In the week just past the Treasury market had a few key inputs from a fundamental perspective to respond to in terms of pricing. On the jobs front it was a disappointing NFP print particularly within the details where we saw December revised, sharply lower, which if anything marks a relatively low departure point for the beginning of 2021 in terms of jobs growth and more importantly, the idea that the return of lockdowns is in fact having an impact on the frontline service sector and jobs creation. What was notable within the price action was we saw an intuitive bid for Treasuries on the disappointing nonfarm payrolls print, but it wasn’t able to reverse the bulk of the upside that we have seen in rates over the course of the week.

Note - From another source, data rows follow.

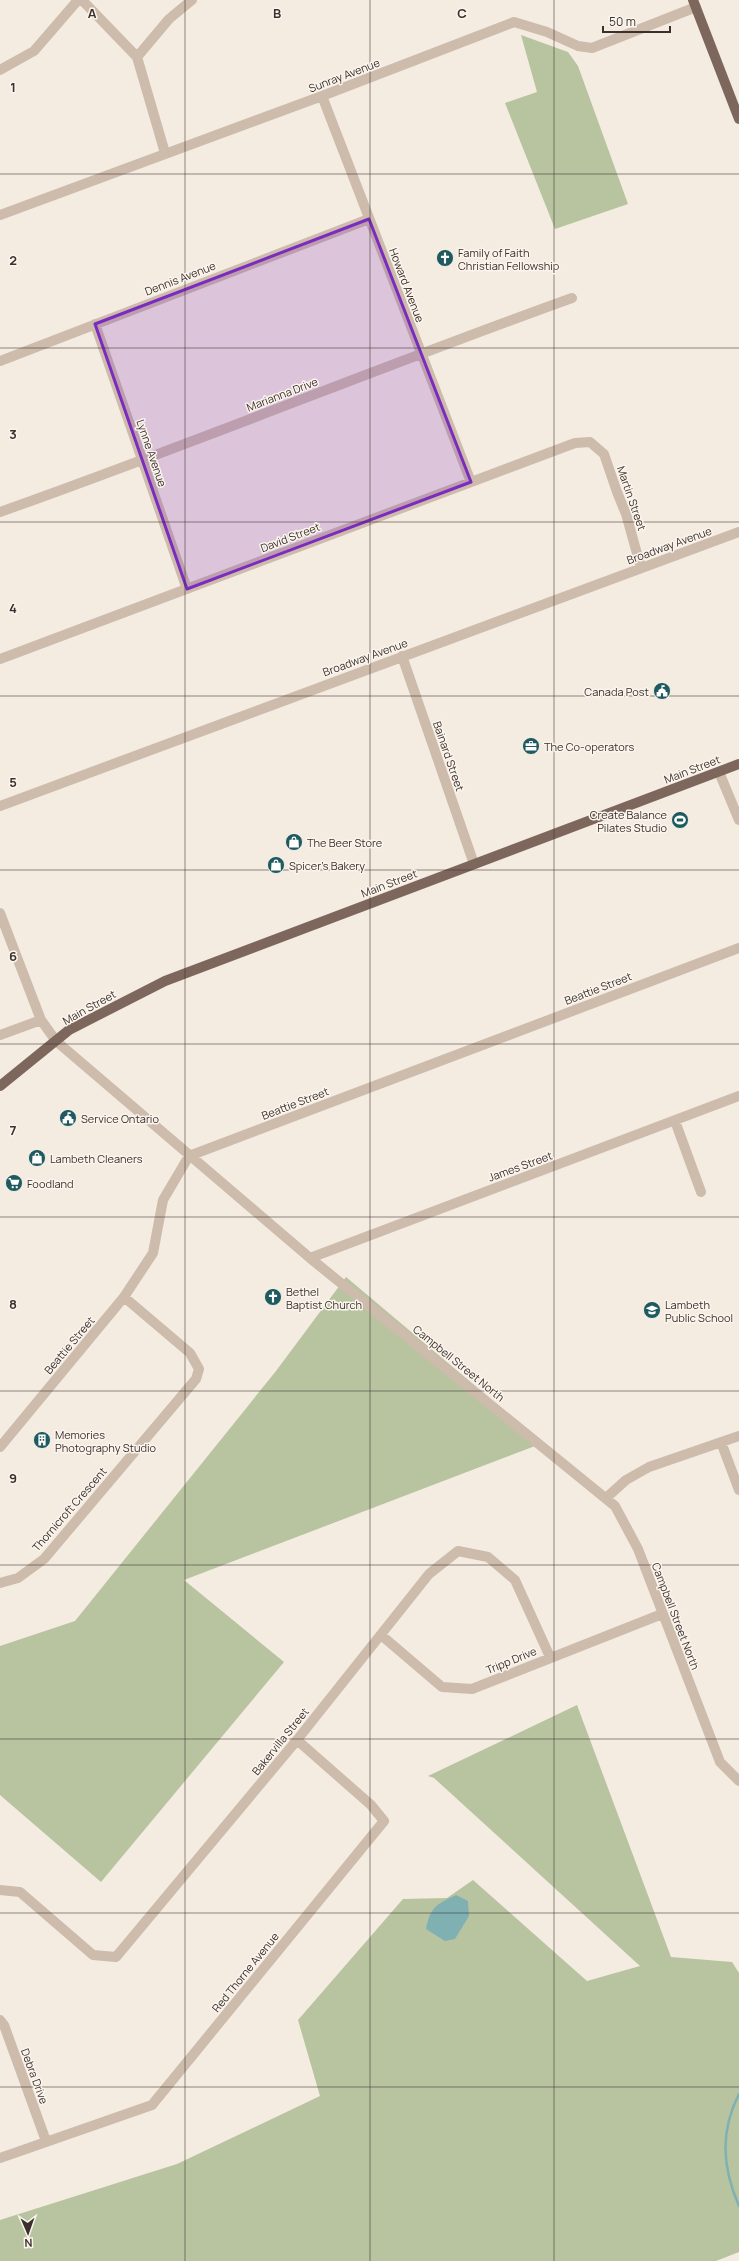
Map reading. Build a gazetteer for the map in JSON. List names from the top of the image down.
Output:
{
  "streets": {
    "main road": ["Main Street"],
    "street": [
      "Sunray Avenue",
      "Dennis Avenue",
      "Howard Avenue",
      "Marianna Drive",
      "Lynne Avenue",
      "Martin Street",
      "David Street",
      "Broadway Avenue",
      "Bainard Street",
      "Beattie Street",
      "James Street",
      "Campbell Street North",
      "Thornicroft Crescent",
      "Tripp Drive",
      "Bakervilla Street",
      "Red Thorne Avenue",
      "Debra Drive"
    ]
  },
  "crossings": [
    ["Sunray Avenue", "Howard Avenue"],
    ["Dennis Avenue", "Howard Avenue"],
    ["Dennis Avenue", "Lynne Avenue"],
    ["Howard Avenue", "Marianna Drive"],
    ["Howard Avenue", "David Street"],
    ["Marianna Drive", "Lynne Avenue"],
    ["Lynne Avenue", "David Street"],
    ["Martin Street", "David Street"],
    ["Martin Street", "Broadway Avenue"],
    ["Broadway Avenue", "Bainard Street"],
    ["Bainard Street", "Main Street"],
    ["Main Street", "Campbell Street North"],
    ["Beattie Street", "Campbell Street North"],
    ["Beattie Street", "Thornicroft Crescent"],
    ["James Street", "Campbell Street North"],
    ["Campbell Street North", "Tripp Drive"],
    ["Tripp Drive", "Bakervilla Street"],
    ["Bakervilla Street", "Red Thorne Avenue"],
    ["Red Thorne Avenue", "Debra Drive"]
  ],
  "places": {
    "church": ["Family of Faith Christian Fellowship", "Bethel Baptist Church"],
    "public building": ["Canada Post", "Service Ontario"],
    "office": ["The Co-operators"],
    "sports": ["Create Balance Pilates Studio"],
    "shop": ["The Beer Store", "Spicer's Bakery", "Lambeth Cleaners"],
    "supermarket": ["Foodland"],
    "school or university": ["Lambeth Public School"],
    "building": ["Memories Photography Studio"]
  },
  "scale_bar": "50 m",
  "north": "bottom",
  "grid": {
    "columns": ["A", "B", "C"],
    "rows": [
      "1",
      "2",
      "3",
      "4",
      "5",
      "6",
      "7",
      "8",
      "9"
    ]
  }
}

The short-lived bounce could be a reflection of next week’s refunding program with $58 billion threes, $41 billion tens and $27 billion thirties, and the disappointed job print also makes a better case for lawmakers in Washington who are attempting to push through yet another round of fiscal stimulus.
Fiscal Stimulus
This week’s survey was the fact that nobody is expecting either zero deal or a deal below $500 billion. So that does raise the bar for Congress to ultimately deliver and it speaks to this idea that there’s a reasonable amount of fiscal stimulus priced in the market at current levels.
Refunding Auctions
There will be a saturation point for Treasury issuance does remain relevant although there are key offsets that will presumably be put to test over the course of the next several auction cycles. The liquidity provided by the refunding auctions in particular is simply too enticing for big players in the Treasury market to completely ignore, so it’s safe to say that the auction process will be smooth and certainly in a traditional sense.

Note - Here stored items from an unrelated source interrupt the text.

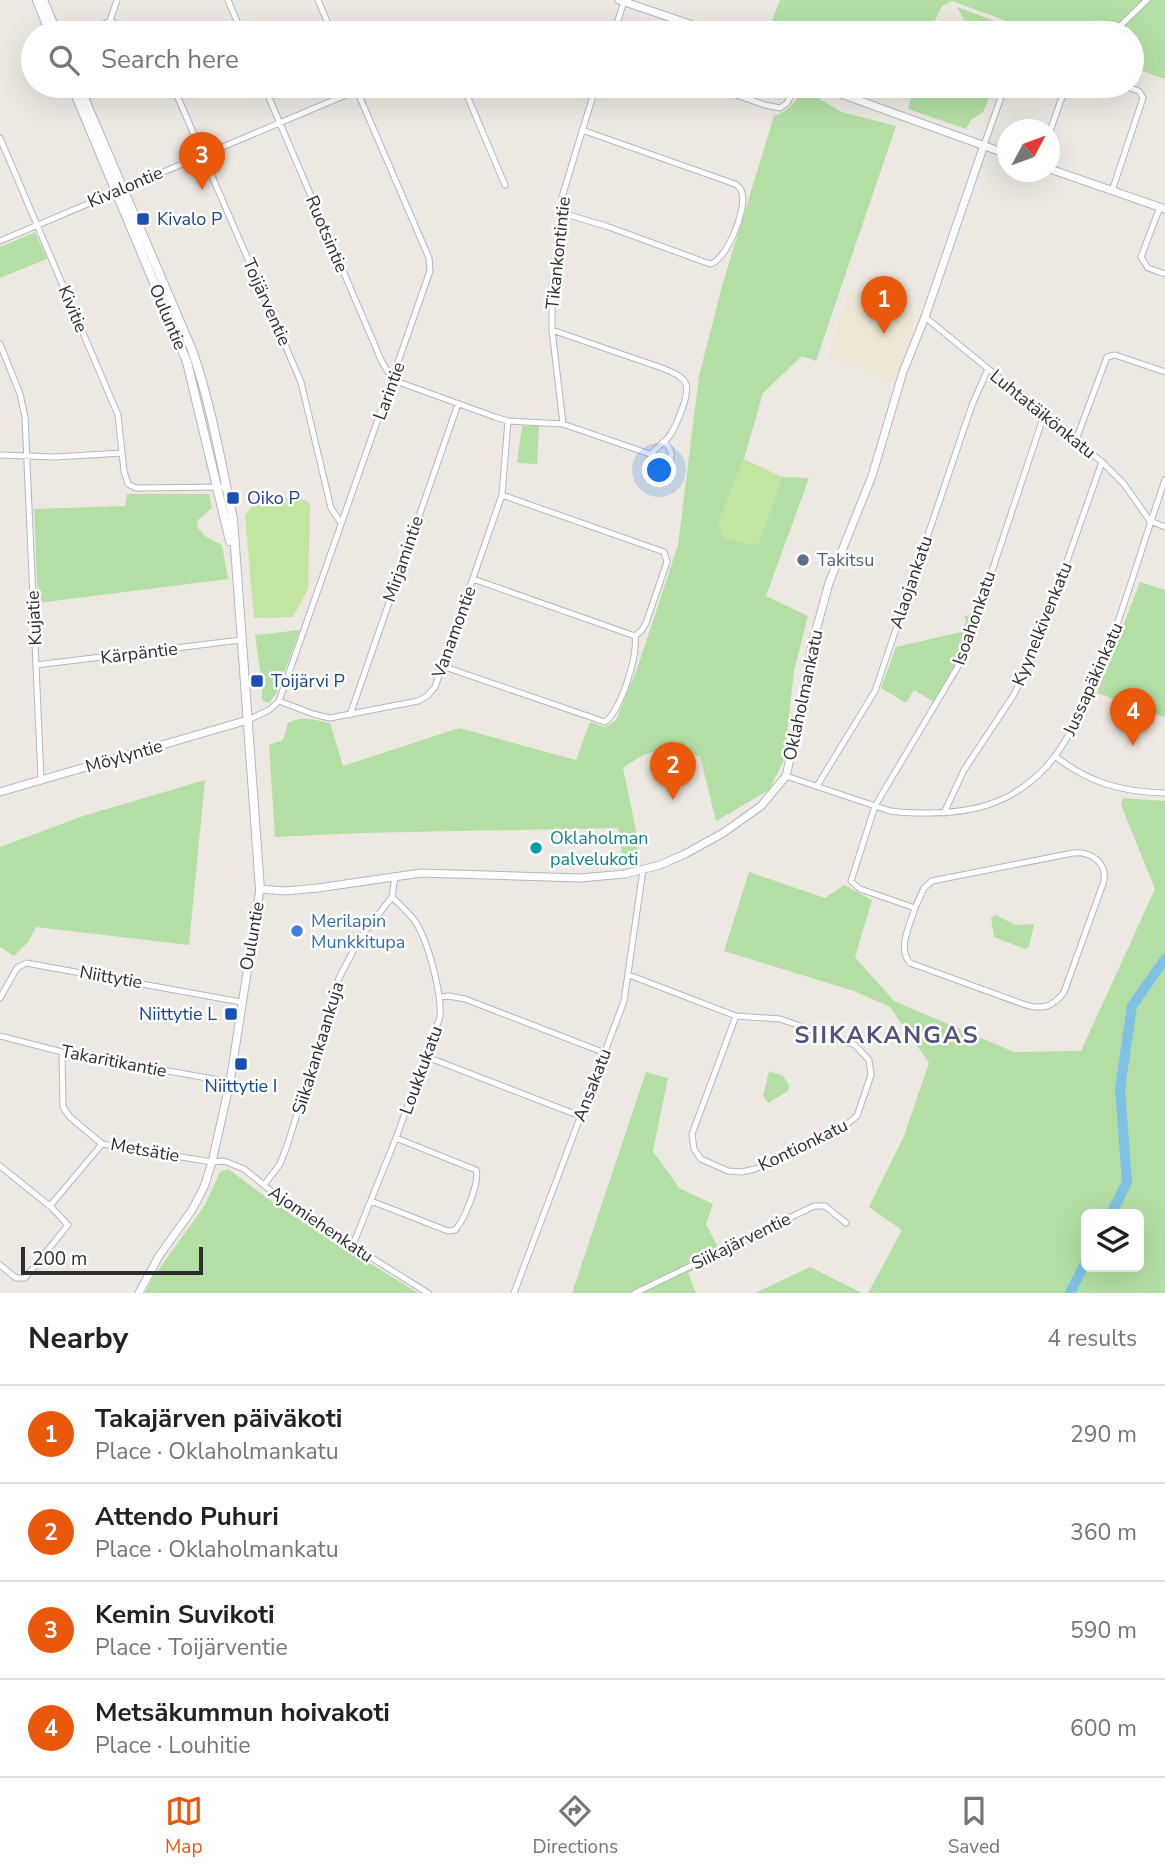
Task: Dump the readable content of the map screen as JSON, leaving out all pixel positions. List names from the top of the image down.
{
  "streets": {
    "main road": ["Ouluntie"],
    "street": [
      "Kivalontie",
      "Ruotsintie",
      "Tikankontintie",
      "Toijärventie",
      "Kivitie",
      "Larintie",
      "Luhtatäikönkatu",
      "Mirjamintie",
      "Alaojankatu",
      "Kujatie",
      "Isoahonkatu",
      "Kyynelkivenkatu",
      "Vanamontie",
      "Kärpäntie",
      "Jussapäkinkatu",
      "Oklaholmankatu",
      "Möylyntie",
      "Niittytie",
      "Siikakankaankuja",
      "Takaritikantie",
      "Loukkukatu",
      "Ansakatu",
      "Kontionkatu",
      "Metsätie",
      "Ajomiehenkatu",
      "Siikajärventie"
    ]
  },
  "crossings": [
    ["Kivalontie", "Ruotsintie"],
    ["Kivalontie", "Toijärventie"],
    ["Kivalontie", "Kivitie"],
    ["Kivalontie", "Ouluntie"],
    ["Ruotsintie", "Larintie"],
    ["Toijärventie", "Larintie"],
    ["Kivitie", "Ouluntie"],
    ["Ouluntie", "Kärpäntie"],
    ["Ouluntie", "Oklaholmankatu"],
    ["Ouluntie", "Möylyntie"],
    ["Ouluntie", "Niittytie"],
    ["Ouluntie", "Takaritikantie"],
    ["Ouluntie", "Metsätie"],
    ["Ouluntie", "Ajomiehenkatu"],
    ["Larintie", "Vanamontie"],
    ["Luhtatäikönkatu", "Alaojankatu"],
    ["Luhtatäikönkatu", "Isoahonkatu"],
    ["Luhtatäikönkatu", "Kyynelkivenkatu"],
    ["Luhtatäikönkatu", "Jussapäkinkatu"],
    ["Luhtatäikönkatu", "Oklaholmankatu"],
    ["Mirjamintie", "Vanamontie"],
    ["Alaojankatu", "Jussapäkinkatu"],
    ["Kujatie", "Kärpäntie"],
    ["Kujatie", "Möylyntie"],
    ["Isoahonkatu", "Jussapäkinkatu"],
    ["Kyynelkivenkatu", "Jussapäkinkatu"],
    ["Jussapäkinkatu", "Oklaholmankatu"],
    ["Oklaholmankatu", "Siikakankaankuja"],
    ["Oklaholmankatu", "Ansakatu"],
    ["Siikakankaankuja", "Loukkukatu"],
    ["Siikakankaankuja", "Ajomiehenkatu"],
    ["Takaritikantie", "Metsätie"],
    ["Loukkukatu", "Ajomiehenkatu"],
    ["Ansakatu", "Kontionkatu"],
    ["Metsätie", "Ajomiehenkatu"]
  ],
  "districts": ["SIIKAKANGAS"],
  "places": {
    "transit": [
      "Kivalo P",
      "Oiko P",
      "Toijärvi P",
      "Niittytie L",
      "Niittytie I"
    ],
    "other": ["Takitsu", "Oklaholman palvelukoti", "Merilapin Munkkitupa"]
  },
  "scale_bar": "200 m",
  "north": "top right",
  "page": {
    "search": "Search here",
    "pins": [
      "3",
      "1",
      "4",
      "2"
    ],
    "scale": "200 m",
    "heading": ["Nearby", "4 results"],
    "list": [
      {
        "mark": "1",
        "name": "Takajärven päiväkoti",
        "note": "Place · Oklaholmankatu",
        "value": "290 m"
      },
      {
        "mark": "2",
        "name": "Attendo Puhuri",
        "note": "Place · Oklaholmankatu",
        "value": "360 m"
      },
      {
        "mark": "3",
        "name": "Kemin Suvikoti",
        "note": "Place · Toijärventie",
        "value": "590 m"
      },
      {
        "mark": "4",
        "name": "Metsäkummun hoivakoti",
        "note": "Place · Louhitie",
        "value": "600 m"
      }
    ],
    "nav": ["Map", "Directions", "Saved"]
  }
}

And on the supply front it’s worth just briefly mentioning the fact that the refunding announcement revealed coupon auction sizes are going to remain unchanged for the next quarter. Now, there was a little bit of a split consensus on whether the Treasury Department would ultimately decide to focus borrowing further out the curve, but for the time being they seemed content with the issuance profile as it is. Eventually the Treasury Department’s longer-term goal is to term debt further out and take advantage of these historically low rates. The art form behind that is to do it in such a way that doesn’t disrupt the market and subsequently lead to higher borrowing rates further out the curve.
EXPECTED V.S. REALIZED INFLATION
We can see sustainably higher inflation expectations as evidenced by breakevens, even if we don’t have that actually translate through to upside risk for inflation in the very near term. If we look at the consensus expectations for Wednesday’s CPI, they’re very much in line with what we tend to see for that series and do not suggest that we’ll be facing a period of upside pressure on consumer prices that the Fed doesn’t want to see.

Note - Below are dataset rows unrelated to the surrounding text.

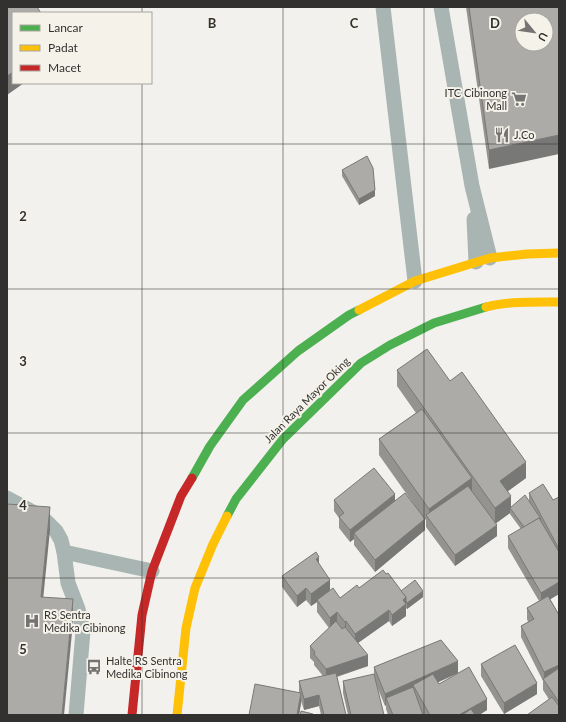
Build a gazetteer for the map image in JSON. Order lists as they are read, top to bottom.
{
  "streets": {
    "main road": ["Jalan Raya Mayor Oking"]
  },
  "places": {
    "supermarket": ["ITC Cibinong Mall"],
    "restaurant": ["J.Co"],
    "hospital": ["RS Sentra Medika Cibinong"],
    "bus stop": ["Halte RS Sentra Medika Cibinong"]
  },
  "legend": ["Lancar", "Padat", "Macet"],
  "north": "bottom right",
  "grid": {
    "columns": ["B", "C", "D"],
    "rows": [
      "2",
      "3",
      "4",
      "5"
    ]
  }
}
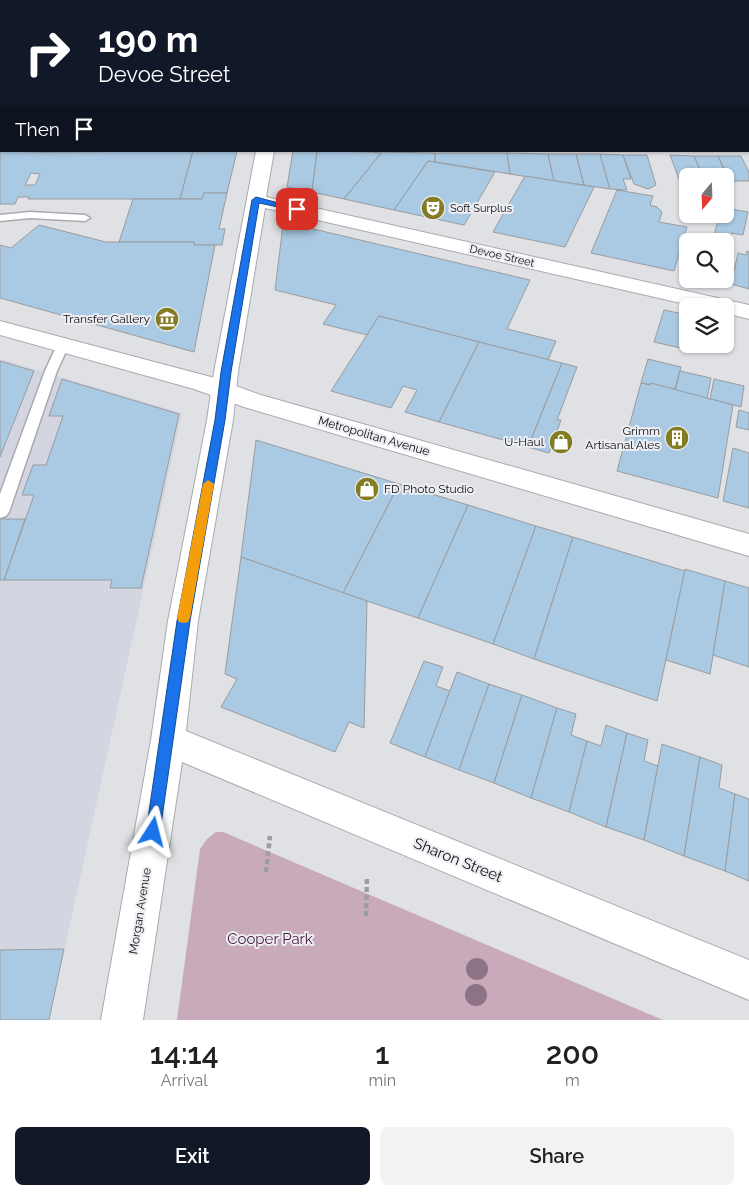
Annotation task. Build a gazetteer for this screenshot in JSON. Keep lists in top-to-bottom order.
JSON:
{
  "streets": {
    "street": [
      "Devoe Street",
      "Metropolitan Avenue",
      "Sharon Street",
      "Morgan Avenue"
    ]
  },
  "crossings": [
    ["Devoe Street", "Morgan Avenue"],
    ["Metropolitan Avenue", "Morgan Avenue"],
    ["Sharon Street", "Morgan Avenue"]
  ],
  "parks": ["Cooper Park"],
  "places": {
    "theatre": ["Soft Surplus"],
    "museum": ["Transfer Gallery"],
    "building": ["Grimm Artisanal Ales"],
    "shop": ["U-Haul", "FD Photo Studio"]
  },
  "north": "bottom",
  "page": {
    "turn": ["190 m", "Devoe Street"],
    "then": "Then",
    "eta": [
      "14:14",
      "Arrival",
      "1",
      "min",
      "200",
      "m"
    ],
    "buttons": ["Exit", "Share"]
  }
}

Another facet that’s worth discussing is before we’re able to really see the true demand-driven type of inflation that the Fed is after, what ultimately will need to happen is upward pressure on wages and upward pressure on real wages that comes along with higher consumer confidence and thus a willingness to spend.
Thoughts on the New Normal
- Work remotely
- Move from high-population density areas to the first and second ring suburbs or beyond
- Drop in labor market participation as at least one parent needs to stay home to fill the gap of childcare that in-person schooling had previously provided
Next to Watch
The two touchstones that matter in that context are record high equity prices and 10-year yields that continue to drift a bit higher. I was encouraged to see the post-NFP bid that brought 10-year rates back to effectively unchanged on the day and cleared the path to trade supply. And that’s what we’re doing right now and that will be the story between 9:00 AM on Friday and Wednesday and Thursday’s refunding auctions for tens and thirties.